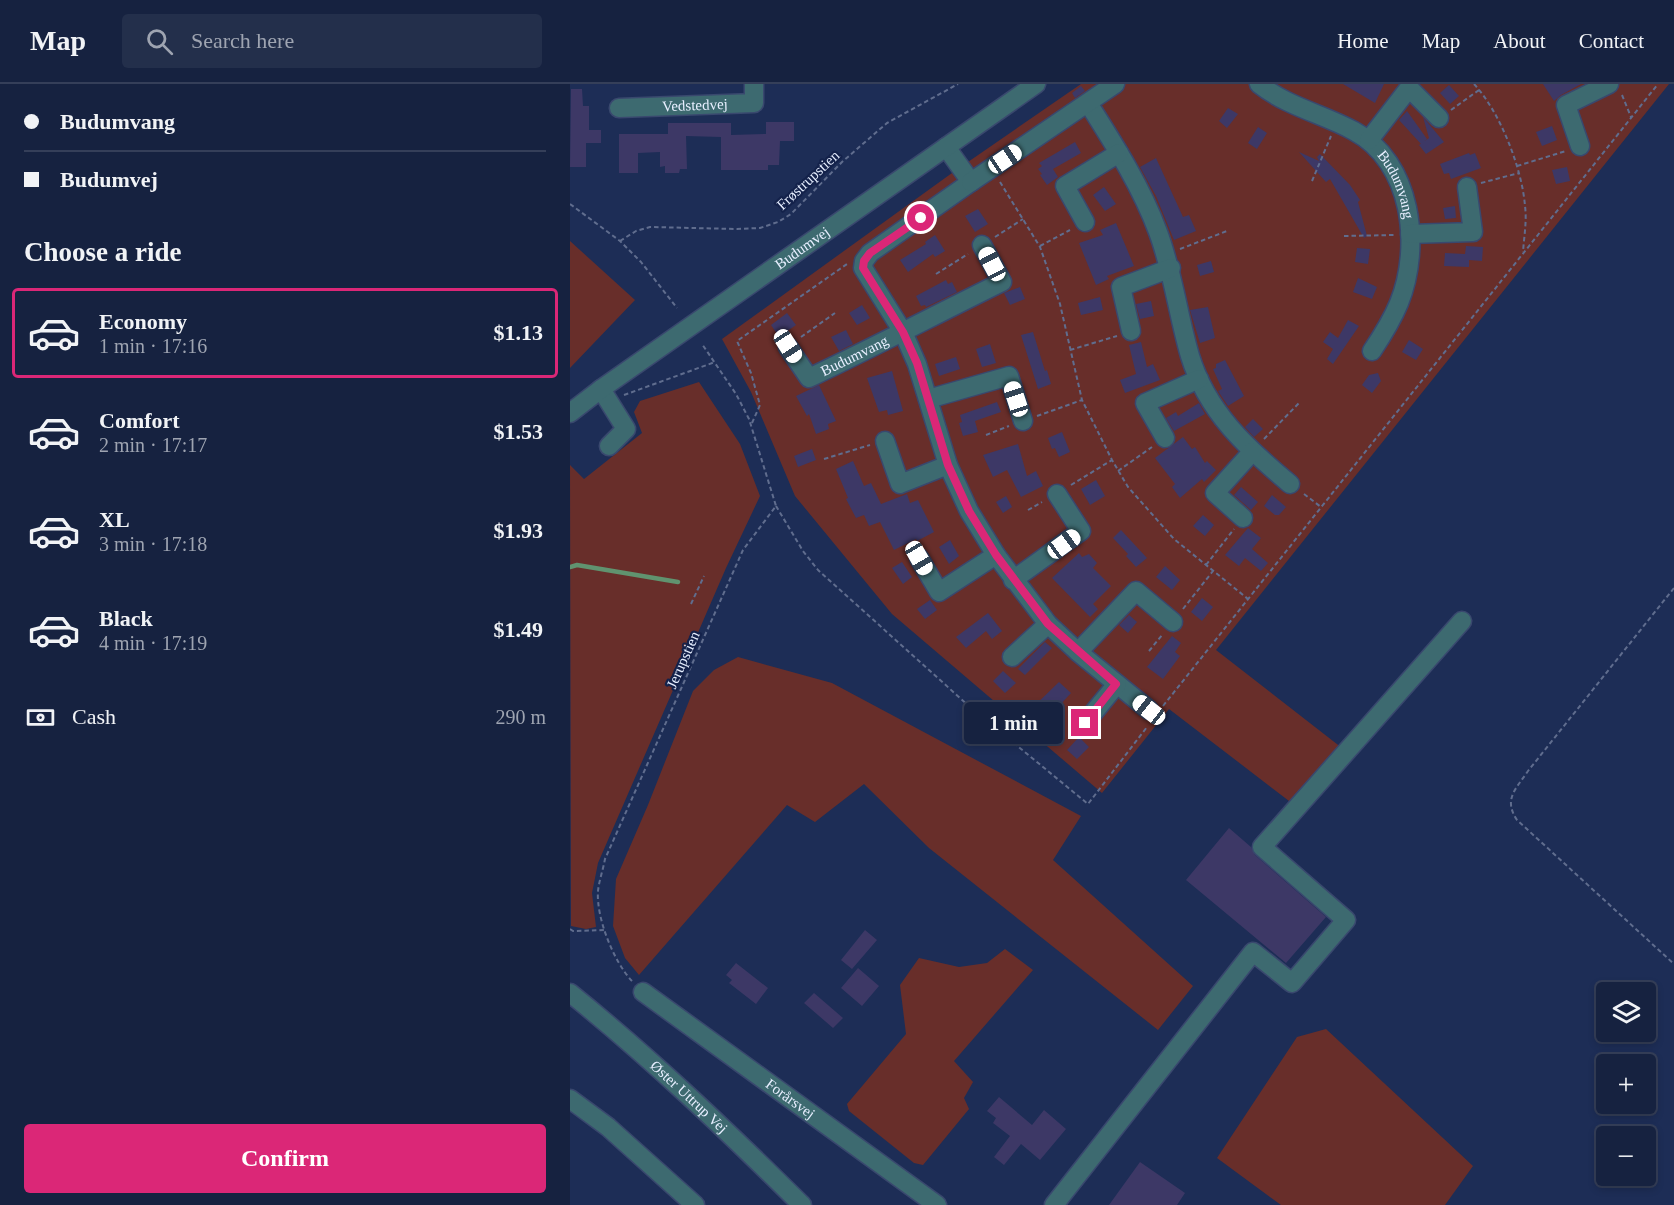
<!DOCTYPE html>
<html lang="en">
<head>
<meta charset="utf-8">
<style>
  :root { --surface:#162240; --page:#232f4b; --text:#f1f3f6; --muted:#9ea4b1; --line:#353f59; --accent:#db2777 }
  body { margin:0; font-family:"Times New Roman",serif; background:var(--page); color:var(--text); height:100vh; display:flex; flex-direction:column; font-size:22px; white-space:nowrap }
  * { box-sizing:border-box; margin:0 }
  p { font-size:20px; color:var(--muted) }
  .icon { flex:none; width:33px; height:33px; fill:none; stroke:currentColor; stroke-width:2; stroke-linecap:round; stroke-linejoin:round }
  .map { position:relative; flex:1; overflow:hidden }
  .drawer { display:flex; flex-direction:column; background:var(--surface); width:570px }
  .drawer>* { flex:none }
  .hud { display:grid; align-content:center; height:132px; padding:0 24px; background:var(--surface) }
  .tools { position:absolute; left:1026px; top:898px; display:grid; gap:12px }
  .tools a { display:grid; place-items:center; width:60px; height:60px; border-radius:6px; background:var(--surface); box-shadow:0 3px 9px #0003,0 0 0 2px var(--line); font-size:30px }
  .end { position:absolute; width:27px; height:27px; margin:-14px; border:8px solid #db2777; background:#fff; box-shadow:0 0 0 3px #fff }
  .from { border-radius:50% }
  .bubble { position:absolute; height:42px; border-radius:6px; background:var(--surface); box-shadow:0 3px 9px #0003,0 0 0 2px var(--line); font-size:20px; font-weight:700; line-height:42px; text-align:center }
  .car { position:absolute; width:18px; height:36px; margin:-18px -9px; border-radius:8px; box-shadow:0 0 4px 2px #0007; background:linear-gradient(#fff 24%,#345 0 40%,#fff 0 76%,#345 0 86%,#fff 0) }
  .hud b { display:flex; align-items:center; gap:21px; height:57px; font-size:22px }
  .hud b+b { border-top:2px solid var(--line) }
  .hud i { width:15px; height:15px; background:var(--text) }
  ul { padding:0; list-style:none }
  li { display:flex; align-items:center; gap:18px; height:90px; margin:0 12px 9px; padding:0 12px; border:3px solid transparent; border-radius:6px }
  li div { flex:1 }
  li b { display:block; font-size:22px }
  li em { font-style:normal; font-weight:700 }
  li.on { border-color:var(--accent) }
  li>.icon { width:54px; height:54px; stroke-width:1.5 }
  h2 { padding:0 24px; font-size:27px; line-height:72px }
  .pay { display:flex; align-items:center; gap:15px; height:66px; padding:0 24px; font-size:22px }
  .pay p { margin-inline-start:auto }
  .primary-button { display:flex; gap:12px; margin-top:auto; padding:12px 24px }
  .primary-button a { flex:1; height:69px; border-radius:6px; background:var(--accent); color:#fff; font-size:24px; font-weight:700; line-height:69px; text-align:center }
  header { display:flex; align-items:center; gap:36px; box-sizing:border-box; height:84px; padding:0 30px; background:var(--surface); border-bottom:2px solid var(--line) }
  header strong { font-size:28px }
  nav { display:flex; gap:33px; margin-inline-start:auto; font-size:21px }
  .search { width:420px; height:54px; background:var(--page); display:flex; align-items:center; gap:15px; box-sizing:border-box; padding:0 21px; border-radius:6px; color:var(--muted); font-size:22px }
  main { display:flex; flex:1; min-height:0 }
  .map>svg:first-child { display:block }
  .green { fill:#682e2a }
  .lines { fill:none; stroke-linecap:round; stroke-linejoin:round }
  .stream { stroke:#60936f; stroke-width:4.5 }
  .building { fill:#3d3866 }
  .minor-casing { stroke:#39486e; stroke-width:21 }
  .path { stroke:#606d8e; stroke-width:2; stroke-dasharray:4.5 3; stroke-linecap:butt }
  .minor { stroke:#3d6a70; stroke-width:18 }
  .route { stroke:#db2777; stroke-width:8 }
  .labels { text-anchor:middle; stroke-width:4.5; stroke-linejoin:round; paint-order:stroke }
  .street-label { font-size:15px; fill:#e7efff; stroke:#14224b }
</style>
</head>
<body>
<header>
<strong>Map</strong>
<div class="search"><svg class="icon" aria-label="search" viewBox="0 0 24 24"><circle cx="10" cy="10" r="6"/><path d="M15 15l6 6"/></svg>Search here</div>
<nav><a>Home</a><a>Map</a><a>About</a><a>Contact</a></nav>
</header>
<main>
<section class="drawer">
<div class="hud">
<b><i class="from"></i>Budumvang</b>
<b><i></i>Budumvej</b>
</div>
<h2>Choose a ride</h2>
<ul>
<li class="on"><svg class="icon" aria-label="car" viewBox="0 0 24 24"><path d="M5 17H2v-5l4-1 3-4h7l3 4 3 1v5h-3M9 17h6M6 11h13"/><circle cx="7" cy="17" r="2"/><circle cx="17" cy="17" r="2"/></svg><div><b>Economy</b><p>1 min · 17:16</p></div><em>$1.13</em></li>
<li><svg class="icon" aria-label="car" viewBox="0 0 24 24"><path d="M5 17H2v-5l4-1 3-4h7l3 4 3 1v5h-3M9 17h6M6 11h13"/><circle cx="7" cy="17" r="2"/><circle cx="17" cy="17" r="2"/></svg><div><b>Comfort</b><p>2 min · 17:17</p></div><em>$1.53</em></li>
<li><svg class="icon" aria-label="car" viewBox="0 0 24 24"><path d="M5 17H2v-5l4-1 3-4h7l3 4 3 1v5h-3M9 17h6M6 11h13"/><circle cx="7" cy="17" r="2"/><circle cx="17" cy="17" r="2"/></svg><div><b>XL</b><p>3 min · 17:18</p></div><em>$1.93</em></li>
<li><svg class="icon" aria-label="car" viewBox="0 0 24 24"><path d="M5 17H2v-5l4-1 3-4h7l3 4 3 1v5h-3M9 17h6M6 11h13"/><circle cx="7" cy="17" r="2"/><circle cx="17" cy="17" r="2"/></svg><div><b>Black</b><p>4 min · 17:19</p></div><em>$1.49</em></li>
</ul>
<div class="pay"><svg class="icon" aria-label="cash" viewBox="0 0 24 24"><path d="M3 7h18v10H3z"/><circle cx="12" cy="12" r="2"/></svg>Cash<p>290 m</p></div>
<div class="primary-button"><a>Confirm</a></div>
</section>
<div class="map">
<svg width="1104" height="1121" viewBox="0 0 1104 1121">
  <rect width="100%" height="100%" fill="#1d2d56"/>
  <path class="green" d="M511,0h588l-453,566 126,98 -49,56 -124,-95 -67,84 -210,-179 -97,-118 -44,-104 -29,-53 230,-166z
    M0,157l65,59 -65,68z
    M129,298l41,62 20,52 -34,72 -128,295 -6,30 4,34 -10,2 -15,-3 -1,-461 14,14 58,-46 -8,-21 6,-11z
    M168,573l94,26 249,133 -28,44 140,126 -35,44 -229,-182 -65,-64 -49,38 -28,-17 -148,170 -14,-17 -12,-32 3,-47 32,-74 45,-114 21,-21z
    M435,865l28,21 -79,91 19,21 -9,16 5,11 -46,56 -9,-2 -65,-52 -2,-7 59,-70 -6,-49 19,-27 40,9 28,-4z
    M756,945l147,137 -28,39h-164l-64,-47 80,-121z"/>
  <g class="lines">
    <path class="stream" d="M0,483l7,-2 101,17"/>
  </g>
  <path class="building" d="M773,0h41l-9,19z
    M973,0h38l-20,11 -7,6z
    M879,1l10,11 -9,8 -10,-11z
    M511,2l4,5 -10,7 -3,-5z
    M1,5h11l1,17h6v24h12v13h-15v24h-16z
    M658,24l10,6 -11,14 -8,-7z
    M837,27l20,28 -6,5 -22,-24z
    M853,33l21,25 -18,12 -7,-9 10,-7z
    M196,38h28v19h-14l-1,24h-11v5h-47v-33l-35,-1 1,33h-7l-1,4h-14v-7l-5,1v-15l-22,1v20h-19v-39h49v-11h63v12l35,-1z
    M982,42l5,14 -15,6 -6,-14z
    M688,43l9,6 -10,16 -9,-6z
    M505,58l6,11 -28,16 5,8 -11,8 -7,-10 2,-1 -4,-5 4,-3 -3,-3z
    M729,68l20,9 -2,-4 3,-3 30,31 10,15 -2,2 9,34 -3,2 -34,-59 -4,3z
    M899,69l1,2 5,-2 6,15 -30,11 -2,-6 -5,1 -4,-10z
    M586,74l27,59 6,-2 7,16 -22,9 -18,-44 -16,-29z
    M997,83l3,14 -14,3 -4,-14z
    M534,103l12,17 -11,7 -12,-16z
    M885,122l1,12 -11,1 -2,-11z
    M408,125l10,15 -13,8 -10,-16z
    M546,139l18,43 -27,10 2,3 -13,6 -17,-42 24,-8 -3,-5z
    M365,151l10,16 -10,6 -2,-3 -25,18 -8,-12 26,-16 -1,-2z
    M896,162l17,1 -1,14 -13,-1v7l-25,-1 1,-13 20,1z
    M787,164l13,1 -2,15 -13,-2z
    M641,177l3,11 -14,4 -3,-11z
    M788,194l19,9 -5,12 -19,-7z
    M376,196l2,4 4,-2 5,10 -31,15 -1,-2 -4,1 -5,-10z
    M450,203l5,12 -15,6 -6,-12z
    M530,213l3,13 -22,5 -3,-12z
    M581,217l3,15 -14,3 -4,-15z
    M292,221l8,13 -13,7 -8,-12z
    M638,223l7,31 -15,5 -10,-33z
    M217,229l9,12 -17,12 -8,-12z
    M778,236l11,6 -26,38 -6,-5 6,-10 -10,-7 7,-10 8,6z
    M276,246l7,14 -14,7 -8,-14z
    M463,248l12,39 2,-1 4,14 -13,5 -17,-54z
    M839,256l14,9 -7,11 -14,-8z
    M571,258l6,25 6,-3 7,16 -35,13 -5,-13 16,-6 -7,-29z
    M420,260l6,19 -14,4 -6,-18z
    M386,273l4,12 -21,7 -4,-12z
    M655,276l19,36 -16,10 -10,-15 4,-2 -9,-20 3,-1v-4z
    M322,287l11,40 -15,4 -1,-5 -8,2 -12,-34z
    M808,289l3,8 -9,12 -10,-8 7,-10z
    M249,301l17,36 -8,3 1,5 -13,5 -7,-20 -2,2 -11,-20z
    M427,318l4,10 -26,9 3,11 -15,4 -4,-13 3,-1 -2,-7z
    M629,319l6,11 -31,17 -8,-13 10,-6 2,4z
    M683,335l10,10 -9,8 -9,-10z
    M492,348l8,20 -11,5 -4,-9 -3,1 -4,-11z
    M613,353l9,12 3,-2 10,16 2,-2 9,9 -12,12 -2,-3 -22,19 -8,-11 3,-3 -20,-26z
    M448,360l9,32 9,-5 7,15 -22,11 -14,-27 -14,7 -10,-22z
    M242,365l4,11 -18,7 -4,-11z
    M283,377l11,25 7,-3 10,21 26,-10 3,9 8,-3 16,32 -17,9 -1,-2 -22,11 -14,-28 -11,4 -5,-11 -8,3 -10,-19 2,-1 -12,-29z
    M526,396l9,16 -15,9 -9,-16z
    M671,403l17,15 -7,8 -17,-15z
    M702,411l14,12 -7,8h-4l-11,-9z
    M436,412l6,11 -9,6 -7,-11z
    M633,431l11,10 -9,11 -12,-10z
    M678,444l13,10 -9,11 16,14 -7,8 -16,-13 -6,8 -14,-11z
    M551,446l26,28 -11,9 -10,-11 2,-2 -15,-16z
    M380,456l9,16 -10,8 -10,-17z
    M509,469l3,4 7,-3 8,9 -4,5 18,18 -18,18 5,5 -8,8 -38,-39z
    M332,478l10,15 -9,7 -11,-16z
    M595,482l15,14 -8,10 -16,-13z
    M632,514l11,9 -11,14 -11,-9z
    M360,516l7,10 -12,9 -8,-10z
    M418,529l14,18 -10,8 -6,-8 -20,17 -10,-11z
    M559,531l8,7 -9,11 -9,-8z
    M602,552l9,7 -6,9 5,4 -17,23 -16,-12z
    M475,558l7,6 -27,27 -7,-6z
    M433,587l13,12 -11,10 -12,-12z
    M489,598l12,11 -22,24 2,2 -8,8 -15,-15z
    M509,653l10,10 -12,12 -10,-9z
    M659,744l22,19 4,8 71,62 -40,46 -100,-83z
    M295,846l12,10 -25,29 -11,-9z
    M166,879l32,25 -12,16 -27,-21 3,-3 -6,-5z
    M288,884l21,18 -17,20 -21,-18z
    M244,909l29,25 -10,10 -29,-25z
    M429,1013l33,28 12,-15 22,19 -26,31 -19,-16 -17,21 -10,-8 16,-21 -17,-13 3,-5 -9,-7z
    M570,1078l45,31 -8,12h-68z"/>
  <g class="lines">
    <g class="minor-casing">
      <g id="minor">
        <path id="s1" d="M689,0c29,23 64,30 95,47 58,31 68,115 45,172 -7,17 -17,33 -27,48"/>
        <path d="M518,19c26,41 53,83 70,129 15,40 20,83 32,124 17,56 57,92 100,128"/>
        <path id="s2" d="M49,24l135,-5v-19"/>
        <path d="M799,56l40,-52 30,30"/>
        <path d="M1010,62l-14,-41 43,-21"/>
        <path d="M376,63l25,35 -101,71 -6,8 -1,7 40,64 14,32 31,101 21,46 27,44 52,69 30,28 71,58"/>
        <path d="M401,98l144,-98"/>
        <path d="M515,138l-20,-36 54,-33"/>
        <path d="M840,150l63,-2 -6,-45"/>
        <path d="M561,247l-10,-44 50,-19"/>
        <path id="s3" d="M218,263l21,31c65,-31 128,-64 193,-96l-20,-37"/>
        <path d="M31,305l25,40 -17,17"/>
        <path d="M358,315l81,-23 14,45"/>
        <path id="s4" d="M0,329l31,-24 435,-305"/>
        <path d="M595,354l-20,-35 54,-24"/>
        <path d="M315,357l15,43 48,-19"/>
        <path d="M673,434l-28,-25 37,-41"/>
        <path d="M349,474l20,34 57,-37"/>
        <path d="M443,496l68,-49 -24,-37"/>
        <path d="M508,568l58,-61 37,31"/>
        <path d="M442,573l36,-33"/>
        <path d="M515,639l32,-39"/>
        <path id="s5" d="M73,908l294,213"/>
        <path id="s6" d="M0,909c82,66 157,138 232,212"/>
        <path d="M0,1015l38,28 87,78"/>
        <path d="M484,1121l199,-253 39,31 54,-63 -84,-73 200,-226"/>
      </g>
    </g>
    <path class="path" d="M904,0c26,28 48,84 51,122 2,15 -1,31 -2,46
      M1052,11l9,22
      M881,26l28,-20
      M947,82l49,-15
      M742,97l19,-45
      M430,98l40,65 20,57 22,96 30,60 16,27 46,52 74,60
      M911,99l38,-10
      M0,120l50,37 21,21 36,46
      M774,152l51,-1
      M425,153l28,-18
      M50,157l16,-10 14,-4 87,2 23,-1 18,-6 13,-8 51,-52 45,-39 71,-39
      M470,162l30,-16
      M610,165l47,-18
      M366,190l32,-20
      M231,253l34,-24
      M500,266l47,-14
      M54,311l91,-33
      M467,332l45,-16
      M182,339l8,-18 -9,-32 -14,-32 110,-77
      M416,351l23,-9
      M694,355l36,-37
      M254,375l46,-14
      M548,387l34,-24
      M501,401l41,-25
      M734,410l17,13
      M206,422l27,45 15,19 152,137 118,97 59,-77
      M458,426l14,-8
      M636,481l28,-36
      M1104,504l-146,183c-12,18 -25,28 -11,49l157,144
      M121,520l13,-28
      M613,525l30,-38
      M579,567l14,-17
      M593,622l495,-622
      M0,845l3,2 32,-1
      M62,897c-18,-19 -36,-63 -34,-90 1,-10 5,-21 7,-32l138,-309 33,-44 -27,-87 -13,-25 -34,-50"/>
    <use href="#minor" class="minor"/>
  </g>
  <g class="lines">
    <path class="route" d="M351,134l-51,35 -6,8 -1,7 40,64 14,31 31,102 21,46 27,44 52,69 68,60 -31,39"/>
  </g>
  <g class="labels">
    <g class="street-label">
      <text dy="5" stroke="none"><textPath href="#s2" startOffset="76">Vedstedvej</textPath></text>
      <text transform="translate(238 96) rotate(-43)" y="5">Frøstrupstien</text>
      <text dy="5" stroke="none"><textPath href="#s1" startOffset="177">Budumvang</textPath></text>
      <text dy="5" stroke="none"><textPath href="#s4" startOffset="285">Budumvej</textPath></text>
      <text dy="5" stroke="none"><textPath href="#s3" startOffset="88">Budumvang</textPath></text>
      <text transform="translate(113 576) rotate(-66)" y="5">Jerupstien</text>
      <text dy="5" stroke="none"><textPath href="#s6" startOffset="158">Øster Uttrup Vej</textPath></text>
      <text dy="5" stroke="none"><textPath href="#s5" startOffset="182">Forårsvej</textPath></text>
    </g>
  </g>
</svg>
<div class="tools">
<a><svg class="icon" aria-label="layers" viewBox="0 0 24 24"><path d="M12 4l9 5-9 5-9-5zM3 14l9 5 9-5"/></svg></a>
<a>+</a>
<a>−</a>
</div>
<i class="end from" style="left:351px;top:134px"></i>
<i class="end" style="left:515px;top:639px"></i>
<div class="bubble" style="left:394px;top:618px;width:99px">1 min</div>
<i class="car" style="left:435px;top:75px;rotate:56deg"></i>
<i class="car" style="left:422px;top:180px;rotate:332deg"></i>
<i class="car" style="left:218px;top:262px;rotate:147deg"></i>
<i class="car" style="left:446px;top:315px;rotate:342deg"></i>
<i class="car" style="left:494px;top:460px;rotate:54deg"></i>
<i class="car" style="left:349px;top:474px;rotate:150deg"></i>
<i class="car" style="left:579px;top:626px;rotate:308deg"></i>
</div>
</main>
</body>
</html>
════════
Exercise aim:
The reply must consist solely of the lines from the one containing "4l9 5-9 5-9-5zM3" through the last line of the data, reproduced exactly.

Task answer:
<a><svg class="icon" aria-label="layers" viewBox="0 0 24 24"><path d="M12 4l9 5-9 5-9-5zM3 14l9 5 9-5"/></svg></a>
<a>+</a>
<a>−</a>
</div>
<i class="end from" style="left:351px;top:134px"></i>
<i class="end" style="left:515px;top:639px"></i>
<div class="bubble" style="left:394px;top:618px;width:99px">1 min</div>
<i class="car" style="left:435px;top:75px;rotate:56deg"></i>
<i class="car" style="left:422px;top:180px;rotate:332deg"></i>
<i class="car" style="left:218px;top:262px;rotate:147deg"></i>
<i class="car" style="left:446px;top:315px;rotate:342deg"></i>
<i class="car" style="left:494px;top:460px;rotate:54deg"></i>
<i class="car" style="left:349px;top:474px;rotate:150deg"></i>
<i class="car" style="left:579px;top:626px;rotate:308deg"></i>
</div>
</main>
</body>
</html>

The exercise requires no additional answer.